Logitech G500s, Logitech G700s
Logitech came out swinging this year with several 'S' variants, including a refreshed version of the popular G500 (now the G500s), which is set around $70 and has features on par with that sum. The overall design is not too far from its predecessor and we don't mind a lack of flashy LEDs, which makes this model more appropriate for an office or other environments where muted aesthetics might be valued.
Weighing 120g, we found the G500s a little light for its size and felt more comfortable after adding half of its 27g worth of weights. There are a handful of 4.5g and 1.7g weights and you can insert up to six of either at once.
Measuring 128mm long x 76mm wide x 43mm tall, the G500s is quite comfortable using a claw grip, but we found ourselves moving to a palm grip more naturally. Meanwhile, the device's slip-free coating protects against sweat and fingerprints.
Ten fully programmable buttons will cover most gamers (or at least offer the basics to MMO players), with each one being well placed. After an hour or so, we felt right at home with the side buttons and the tilt-scroll wheel, with few if any misclicks from the jump -- something that always spoils the fun of a new mouse.
As is slightly customary with the Logitech mice, one side slopes away a little more than usual in a shape that we find really comfortable.
As is also typical of Logitech mice, its quality exterior is matched inside with a superb 8200DPI sensor that feels deadly accurate from browsing to editing to fragging.

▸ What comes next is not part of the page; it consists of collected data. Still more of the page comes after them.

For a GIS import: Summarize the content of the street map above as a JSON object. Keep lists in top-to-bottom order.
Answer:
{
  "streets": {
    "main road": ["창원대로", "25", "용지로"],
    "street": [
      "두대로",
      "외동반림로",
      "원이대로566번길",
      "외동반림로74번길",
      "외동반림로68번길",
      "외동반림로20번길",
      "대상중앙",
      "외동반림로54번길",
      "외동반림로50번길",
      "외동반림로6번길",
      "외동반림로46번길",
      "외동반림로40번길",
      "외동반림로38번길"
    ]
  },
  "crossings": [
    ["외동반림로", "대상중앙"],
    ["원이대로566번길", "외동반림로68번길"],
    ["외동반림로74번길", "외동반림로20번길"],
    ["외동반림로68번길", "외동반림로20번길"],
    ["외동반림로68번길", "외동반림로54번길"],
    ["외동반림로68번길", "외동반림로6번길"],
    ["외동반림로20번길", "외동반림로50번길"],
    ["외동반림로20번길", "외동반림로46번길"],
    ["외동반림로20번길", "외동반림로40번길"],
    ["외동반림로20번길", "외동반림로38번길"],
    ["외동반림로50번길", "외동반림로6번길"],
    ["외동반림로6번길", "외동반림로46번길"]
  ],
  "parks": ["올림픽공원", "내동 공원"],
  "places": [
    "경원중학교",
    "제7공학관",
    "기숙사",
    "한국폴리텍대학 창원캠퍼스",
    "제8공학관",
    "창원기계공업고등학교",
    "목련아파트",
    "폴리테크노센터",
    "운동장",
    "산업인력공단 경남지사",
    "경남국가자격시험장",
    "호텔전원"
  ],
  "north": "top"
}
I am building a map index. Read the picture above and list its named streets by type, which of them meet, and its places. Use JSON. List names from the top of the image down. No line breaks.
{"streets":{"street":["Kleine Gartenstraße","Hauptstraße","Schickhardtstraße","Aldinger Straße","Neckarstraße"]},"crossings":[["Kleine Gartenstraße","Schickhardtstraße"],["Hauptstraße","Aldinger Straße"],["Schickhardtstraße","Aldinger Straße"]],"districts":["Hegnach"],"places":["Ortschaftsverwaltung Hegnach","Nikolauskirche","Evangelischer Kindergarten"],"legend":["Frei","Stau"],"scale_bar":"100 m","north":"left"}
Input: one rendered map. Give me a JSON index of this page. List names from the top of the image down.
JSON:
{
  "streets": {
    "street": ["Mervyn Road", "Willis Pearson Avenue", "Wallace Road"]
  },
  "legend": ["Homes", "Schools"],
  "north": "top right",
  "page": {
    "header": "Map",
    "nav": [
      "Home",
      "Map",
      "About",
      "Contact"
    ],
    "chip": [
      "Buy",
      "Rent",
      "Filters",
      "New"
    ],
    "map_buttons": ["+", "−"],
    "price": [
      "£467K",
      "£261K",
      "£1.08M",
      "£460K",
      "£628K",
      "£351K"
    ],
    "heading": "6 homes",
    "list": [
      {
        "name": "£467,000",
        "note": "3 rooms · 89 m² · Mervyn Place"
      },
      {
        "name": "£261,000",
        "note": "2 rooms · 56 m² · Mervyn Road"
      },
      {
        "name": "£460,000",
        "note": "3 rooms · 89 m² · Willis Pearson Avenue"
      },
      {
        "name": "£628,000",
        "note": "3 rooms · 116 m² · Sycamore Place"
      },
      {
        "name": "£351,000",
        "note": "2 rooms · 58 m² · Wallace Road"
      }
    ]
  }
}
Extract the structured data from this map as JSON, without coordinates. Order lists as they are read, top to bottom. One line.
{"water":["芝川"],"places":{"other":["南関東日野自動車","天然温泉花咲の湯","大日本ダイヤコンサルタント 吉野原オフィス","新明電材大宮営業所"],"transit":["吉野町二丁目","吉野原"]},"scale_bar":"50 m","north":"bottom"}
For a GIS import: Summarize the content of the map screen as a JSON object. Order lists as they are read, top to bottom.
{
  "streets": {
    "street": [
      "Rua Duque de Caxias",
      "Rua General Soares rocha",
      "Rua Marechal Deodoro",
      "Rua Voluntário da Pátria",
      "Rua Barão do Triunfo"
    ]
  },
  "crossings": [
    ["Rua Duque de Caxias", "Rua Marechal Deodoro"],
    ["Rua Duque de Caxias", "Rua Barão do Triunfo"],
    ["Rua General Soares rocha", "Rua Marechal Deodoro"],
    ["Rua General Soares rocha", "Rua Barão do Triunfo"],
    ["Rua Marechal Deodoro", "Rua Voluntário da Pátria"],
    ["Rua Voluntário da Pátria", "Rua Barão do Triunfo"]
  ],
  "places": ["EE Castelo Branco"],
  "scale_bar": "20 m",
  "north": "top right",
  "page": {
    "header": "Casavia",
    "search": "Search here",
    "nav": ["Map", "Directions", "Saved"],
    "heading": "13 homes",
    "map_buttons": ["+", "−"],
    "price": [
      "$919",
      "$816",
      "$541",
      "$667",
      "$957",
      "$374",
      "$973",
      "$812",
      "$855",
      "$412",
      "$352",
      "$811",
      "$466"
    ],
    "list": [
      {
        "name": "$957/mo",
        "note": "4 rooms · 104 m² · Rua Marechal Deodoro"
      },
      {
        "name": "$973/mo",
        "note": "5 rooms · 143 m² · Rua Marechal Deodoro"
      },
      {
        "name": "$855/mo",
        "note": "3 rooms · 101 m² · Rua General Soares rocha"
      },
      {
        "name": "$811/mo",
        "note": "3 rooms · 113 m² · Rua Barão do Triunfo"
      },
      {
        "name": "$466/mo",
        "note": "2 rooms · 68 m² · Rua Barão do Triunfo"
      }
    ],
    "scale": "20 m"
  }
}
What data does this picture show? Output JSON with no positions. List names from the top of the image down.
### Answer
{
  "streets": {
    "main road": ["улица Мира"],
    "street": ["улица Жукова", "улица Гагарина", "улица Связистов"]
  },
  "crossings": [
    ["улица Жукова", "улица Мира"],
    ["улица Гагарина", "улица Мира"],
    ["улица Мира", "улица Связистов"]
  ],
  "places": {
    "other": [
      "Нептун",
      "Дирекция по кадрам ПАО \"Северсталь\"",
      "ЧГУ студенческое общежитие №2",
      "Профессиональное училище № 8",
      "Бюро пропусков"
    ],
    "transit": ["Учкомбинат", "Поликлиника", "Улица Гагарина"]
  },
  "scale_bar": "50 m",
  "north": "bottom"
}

It's apparent that a ton of thought has been put into Logitech's software. It installs easily, it has a simple UI, and the onboard memory lets you take your settings with you. The software comes with basic preset profiles for a good portion of the games out there and covers the usual gamut of features along with detailed macro builds.
Continuing with the S series from Logitech, we have the company's G700s wired/wireless rechargeable gaming solution, which is set at a reasonable $80 considering its spec sheet, though some people will be turned off by the paint job and right-handed orientation (lefties should definitely keep looking).
At a fairly solid 150g (without the charging/data cable) and 127mm long x 79mm wide x 45mm tall, this is a hefty unit to be swiping about your desk and although it doesn't have any weights, its rechargeable battery contributes to its bulk.
That said, after giving the G700s a chance, it proved to be extremely comfortable and well balanced despite lugging extra junk in its trunk. While claw grip can be used, we prefer to palm it. Of note, folks dragging gorilla mitts might have a hard time thumbing the rear side buttons.
The G700s has been upgraded with new grip sections, however some of us found both the G500s and G700s skins to feel a little too grainy. It's probably best you try one in a store if you feel this could be an issue for you.
As with the G500s, the G700s' 13 programmable buttons are fantastic to use. The top two buttons from the four on the side are molded to stick out further, meaning there should be no excuse for misclicks with all of them easy to find and reach for those with small to average hands at least.
The sloped right side takes some time to get used to if you typically use pinky buttons as there aren't any here. Those types of issues are easily forgiven if you care about wireless performance though, as our accuracy and scores remained consistent in shooters when switching from Razer or Gigabyte models and we honestly forgot it was even wireless during productivity.
Unfortunately, there's a but: the data/charge cable is just too stiff and annoying. However, with daily use we managed to get through nearly a week on average (without turning it off either) before eventually recharging.
Between that and the LED display that shows battery and DPI levels, we're sure you can manage recharging around your work and/or gaming schedule without much hassle. If it ever becomes an issue, you could always look into buying a second rechargeable battery.
As would be expected, the G700s' onboard profiles make it easy to take it on the go, as does the fact that you can store its wireless receiver inside. Its software seems identical to the G500s' with macros and all.